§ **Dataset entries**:
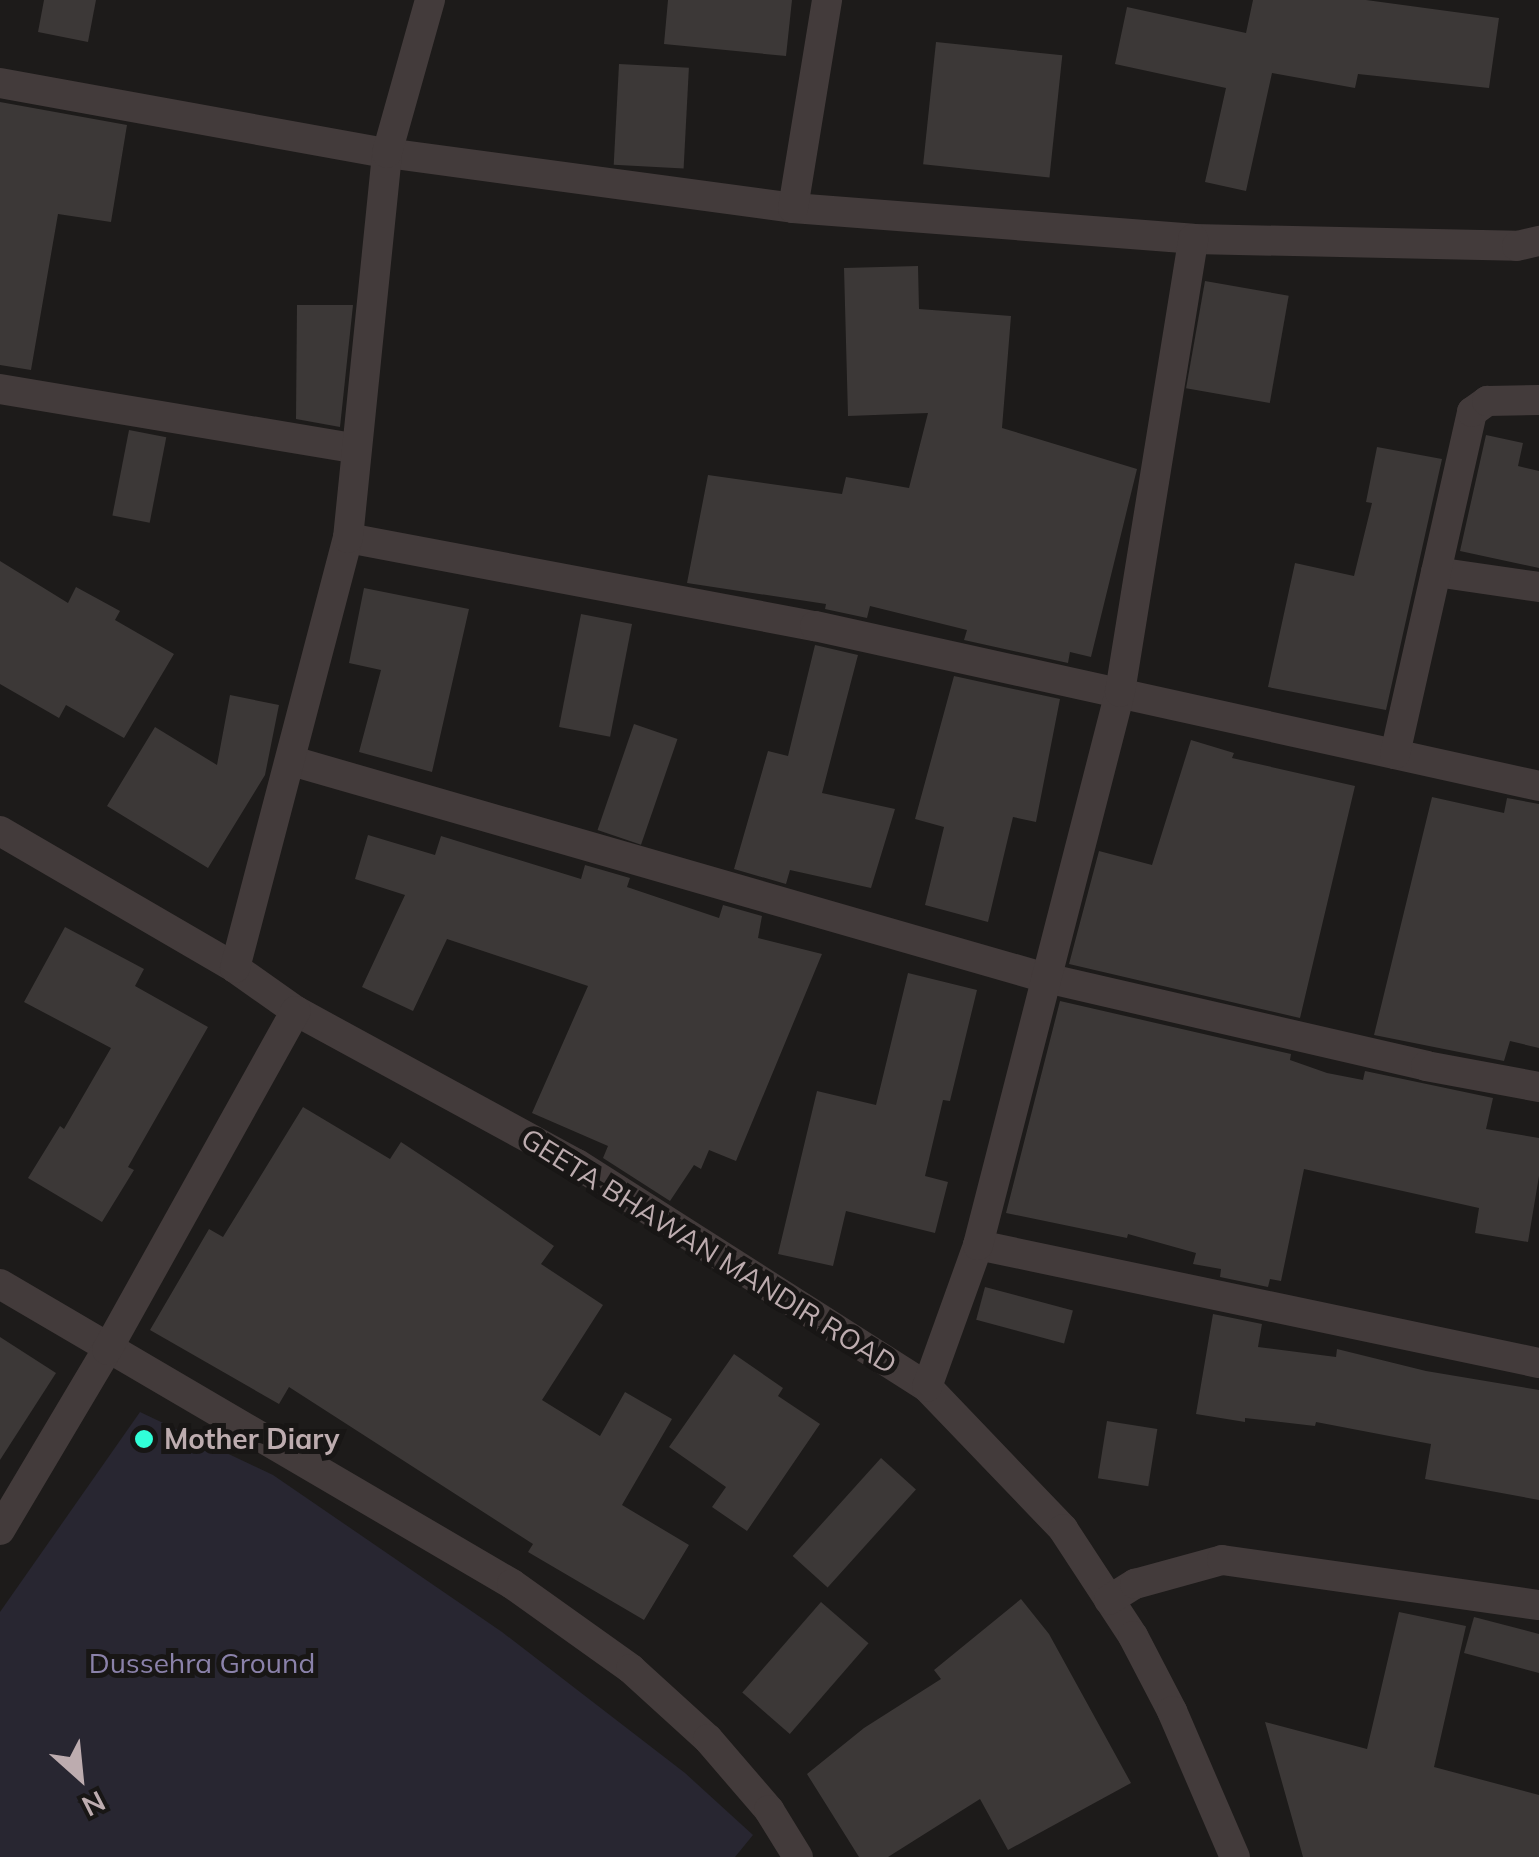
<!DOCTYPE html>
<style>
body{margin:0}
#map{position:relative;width:1539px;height:1857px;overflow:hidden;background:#1d1b1a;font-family:Mulish,sans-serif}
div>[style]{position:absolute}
.green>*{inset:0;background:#282631}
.building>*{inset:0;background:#3c3837;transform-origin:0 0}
.minor>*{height:30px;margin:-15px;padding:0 15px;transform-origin:15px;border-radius:15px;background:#433b3b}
.dots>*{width:28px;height:28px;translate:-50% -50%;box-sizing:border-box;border:5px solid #181615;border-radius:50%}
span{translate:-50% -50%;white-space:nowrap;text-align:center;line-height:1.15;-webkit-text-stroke:10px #181615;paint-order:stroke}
.street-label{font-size:28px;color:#bdacaf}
.poi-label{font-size:28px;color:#bdacaf;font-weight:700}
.left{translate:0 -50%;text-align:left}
.park-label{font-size:28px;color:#8b82aa}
.north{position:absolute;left:30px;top:1727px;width:100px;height:100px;-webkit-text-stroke:8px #181615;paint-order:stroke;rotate:153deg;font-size:28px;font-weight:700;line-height:40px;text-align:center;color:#bdacaf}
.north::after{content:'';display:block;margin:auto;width:35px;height:45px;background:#bdacaf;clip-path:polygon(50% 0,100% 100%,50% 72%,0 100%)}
</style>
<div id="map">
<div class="green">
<i style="clip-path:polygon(140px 1412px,273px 1475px,502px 1632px,685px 1773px,753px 1835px,735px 1857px,0 1857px,0 1612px)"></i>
</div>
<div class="building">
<i style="clip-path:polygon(44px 0,96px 0,88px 42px,38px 32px)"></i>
<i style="clip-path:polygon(668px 0,792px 0,786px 56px,664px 44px)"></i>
<i style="clip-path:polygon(1253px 0,1366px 0,1499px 18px,1489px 88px,1358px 74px,1355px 88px,1272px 73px,1246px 191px,1205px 182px,1226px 88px,1115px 64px,1127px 7px,1246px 33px)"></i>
<i style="left:936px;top:42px;width:127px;height:123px;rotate:6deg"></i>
<i style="left:619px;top:64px;width:70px;height:101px;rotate:3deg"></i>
<i style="clip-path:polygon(0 102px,127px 125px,111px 222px,58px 214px,31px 370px,0 365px)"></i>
<i style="clip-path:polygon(918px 266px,919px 309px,1011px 316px,1002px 428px,1137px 469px,1091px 657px,1070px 652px,1068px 663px,964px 640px,967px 630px,870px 606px,867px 618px,825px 609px,826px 604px,687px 583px,708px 475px,842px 494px,846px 477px,909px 488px,928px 413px,848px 416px,844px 268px)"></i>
<i style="left:1205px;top:281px;width:85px;height:109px;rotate:10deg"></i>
<i style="clip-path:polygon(297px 305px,353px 305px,340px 427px,296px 419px)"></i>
<i style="left:129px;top:430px;width:38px;height:87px;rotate:11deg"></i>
<i style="clip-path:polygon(1486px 435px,1523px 443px,1518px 466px,1539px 471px,1539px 568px,1460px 551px)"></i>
<i style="clip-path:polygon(1377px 447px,1442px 459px,1386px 710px,1268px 687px,1295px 563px,1354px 576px,1372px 503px,1366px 502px)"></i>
<i style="clip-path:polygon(0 561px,68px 603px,76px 587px,120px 611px,115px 620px,174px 654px,124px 738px,66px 705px,59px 718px,0 684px)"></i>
<i style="clip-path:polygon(364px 588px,469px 609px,432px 772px,359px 752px,381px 670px,349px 663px)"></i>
<i style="left:581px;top:614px;width:52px;height:115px;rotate:11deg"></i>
<i style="clip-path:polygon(815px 645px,858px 655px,822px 793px,895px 809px,871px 888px,790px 870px,786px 884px,734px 869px,768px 751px,788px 756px)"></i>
<i style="clip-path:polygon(954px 676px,1060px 699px,1036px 822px,1013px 817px,988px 922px,925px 905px,944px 827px,915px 819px)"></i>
<i style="clip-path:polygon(230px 695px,279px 705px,265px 775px,208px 868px,107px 806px,155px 727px,217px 765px)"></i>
<i style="left:634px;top:724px;width:46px;height:112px;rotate:19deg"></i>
<i style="clip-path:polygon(1191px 740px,1234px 753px,1232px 758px,1355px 786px,1300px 1018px,1069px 964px,1099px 851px,1152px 865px)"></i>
<i style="clip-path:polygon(1432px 797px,1504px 813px,1507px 798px,1539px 804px,1539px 1048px,1510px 1041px,1504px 1061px,1374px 1035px)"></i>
<i style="clip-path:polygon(368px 835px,435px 855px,441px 836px,581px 879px,585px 865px,630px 878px,627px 887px,719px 918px,723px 905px,762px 916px,758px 938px,822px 954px,736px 1161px,709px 1150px,701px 1169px,694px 1165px,670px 1201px,603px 1158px,608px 1146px,532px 1113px,588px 986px,447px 939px,413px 1011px,362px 987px,405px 895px,355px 879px)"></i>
<i style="clip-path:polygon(65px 927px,144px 969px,135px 986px,208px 1027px,128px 1167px,134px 1170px,102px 1222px,28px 1178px,60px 1126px,64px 1129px,111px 1048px,24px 1002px)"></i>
<i style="clip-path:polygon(908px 973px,977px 990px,950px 1101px,943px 1100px,925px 1176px,948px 1182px,935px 1233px,846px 1211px,833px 1266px,778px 1254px,817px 1091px,876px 1105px)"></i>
<i style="clip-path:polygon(1060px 1001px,1291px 1054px,1290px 1060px,1327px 1073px,1363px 1080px,1365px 1071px,1493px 1098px,1486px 1129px,1539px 1138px,1539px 1176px,1528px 1242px,1475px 1233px,1479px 1208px,1304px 1169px,1281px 1281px,1270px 1279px,1268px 1287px,1220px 1277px,1221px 1269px,1193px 1264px,1196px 1253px,1128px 1234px,1127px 1238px,1006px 1213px)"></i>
<i style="clip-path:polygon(303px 1107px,390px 1159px,401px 1142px,460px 1181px,554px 1246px,541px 1264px,603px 1305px,542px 1400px,600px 1436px,625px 1392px,672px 1419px,622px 1505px,689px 1545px,644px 1620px,528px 1552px,533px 1544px,289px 1387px,279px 1404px,150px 1330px,209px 1229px,223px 1237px)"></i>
<i style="left:985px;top:1287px;width:91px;height:34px;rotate:15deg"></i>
<i style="clip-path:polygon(1213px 1314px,1262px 1324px,1258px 1347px,1336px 1357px,1337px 1349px,1426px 1371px,1539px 1390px,1539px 1500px,1425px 1479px,1431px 1444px,1316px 1422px,1315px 1426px,1245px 1418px,1245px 1422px,1196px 1414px)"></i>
<i style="clip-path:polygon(0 1337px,56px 1373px,0 1460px)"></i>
<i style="clip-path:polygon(734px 1354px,783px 1388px,778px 1396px,820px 1424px,747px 1531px,712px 1507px,726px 1487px,669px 1447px)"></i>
<i style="left:1107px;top:1421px;width:51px;height:58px;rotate:9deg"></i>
<i style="left:881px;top:1458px;width:47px;height:132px;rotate:42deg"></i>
<i style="clip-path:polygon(1021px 1599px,1049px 1634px,1131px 1783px,1008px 1850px,980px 1799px,888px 1857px,859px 1857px,807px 1774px,864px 1728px,941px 1679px,934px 1670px)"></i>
<i style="left:821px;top:1602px;width:63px;height:120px;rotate:41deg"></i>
<i style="clip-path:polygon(1399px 1612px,1466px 1626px,1434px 1767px,1539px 1795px,1539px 1857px,1303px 1857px,1265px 1722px,1367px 1749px)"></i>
<i style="clip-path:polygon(1474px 1617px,1539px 1634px,1539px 1673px,1464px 1653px)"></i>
</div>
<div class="minor">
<i style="left:0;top:83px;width:393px;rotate:10.3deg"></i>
<i style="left:387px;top:153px;width:410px;rotate:7.7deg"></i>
<i style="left:793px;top:208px;width:401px;rotate:4.4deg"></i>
<i style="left:1193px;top:239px;width:324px;rotate:1.2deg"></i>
<i style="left:1517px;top:246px;width:23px;rotate:-13deg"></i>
<i style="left:793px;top:208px;width:211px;rotate:-80.7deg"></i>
<i style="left:0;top:389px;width:359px;rotate:9.5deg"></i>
<i style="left:348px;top:538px;width:475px;rotate:10.7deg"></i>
<i style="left:815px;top:626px;width:741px;rotate:12.46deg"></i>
<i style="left:1436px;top:572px;width:104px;rotate:8.3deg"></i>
<i style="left:1395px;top:754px;width:351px;rotate:-77.3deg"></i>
<i style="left:1472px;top:412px;width:19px;rotate:-36deg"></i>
<i style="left:1487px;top:401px;width:52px;rotate:-1.1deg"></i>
<i style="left:292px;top:761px;width:785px;rotate:16.06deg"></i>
<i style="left:1046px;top:978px;width:390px;rotate:13deg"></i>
<i style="left:1426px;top:1066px;width:115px;rotate:10.5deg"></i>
<i style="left:0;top:831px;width:272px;rotate:30.2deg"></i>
<i style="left:235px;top:968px;width:75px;rotate:35.2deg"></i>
<i style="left:296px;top:1011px;width:320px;rotate:28.6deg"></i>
<i style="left:577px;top:1164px;width:415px;rotate:32.5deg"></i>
<i style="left:927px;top:1387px;width:197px;rotate:46.2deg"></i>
<i style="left:1063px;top:1529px;width:128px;rotate:56.8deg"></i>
<i style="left:1133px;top:1636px;width:85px;rotate:62.5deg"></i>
<i style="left:1172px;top:1711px;width:159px;rotate:66.7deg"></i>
<i style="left:235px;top:968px;width:445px;rotate:-75.3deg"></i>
<i style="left:348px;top:538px;width:387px;rotate:-84.2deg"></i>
<i style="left:387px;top:153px;width:159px;rotate:-74.3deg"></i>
<i style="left:978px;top:1245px;width:573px;rotate:11.88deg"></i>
<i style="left:0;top:1284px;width:593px;rotate:30.37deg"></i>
<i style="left:512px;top:1584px;width:146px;rotate:35.5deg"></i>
<i style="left:631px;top:1669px;width:104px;rotate:42.3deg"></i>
<i style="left:708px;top:1739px;width:94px;rotate:49.3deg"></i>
<i style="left:769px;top:1810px;width:55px;rotate:58.3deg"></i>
<i style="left:927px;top:1387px;width:151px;rotate:-70.2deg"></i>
<i style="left:978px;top:1245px;width:571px;rotate:-75.6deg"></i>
<i style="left:1120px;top:692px;width:459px;rotate:-80.8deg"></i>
<i style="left:0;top:1530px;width:209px;rotate:-59.3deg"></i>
<i style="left:107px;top:1350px;width:388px;rotate:-60.9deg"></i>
<i style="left:1109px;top:1600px;width:31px;rotate:-32deg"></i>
<i style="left:1135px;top:1584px;width:90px;rotate:-15.4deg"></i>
<i style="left:1222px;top:1560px;width:320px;rotate:8.1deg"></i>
</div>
<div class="dots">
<i style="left:144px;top:1439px;background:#31ffd9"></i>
</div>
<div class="street-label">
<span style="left:709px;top:1251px;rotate:32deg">GEETA BHAWAN MANDIR ROAD</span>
</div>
<div class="poi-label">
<span class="left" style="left:164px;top:1439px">Mother Diary</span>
</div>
<div class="park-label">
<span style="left:202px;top:1663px">Dussehra Ground</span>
</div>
<div class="north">N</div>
</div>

§ **PROBLEM TO SOLVE**: Starting with the line that contains "BHAWAN MANDIR ROAD</span>", return each line through the last one of the data above, exactly as written and nothing more.

§ **ANSWER BELOW**:
<span style="left:709px;top:1251px;rotate:32deg">GEETA BHAWAN MANDIR ROAD</span>
</div>
<div class="poi-label">
<span class="left" style="left:164px;top:1439px">Mother Diary</span>
</div>
<div class="park-label">
<span style="left:202px;top:1663px">Dussehra Ground</span>
</div>
<div class="north">N</div>
</div>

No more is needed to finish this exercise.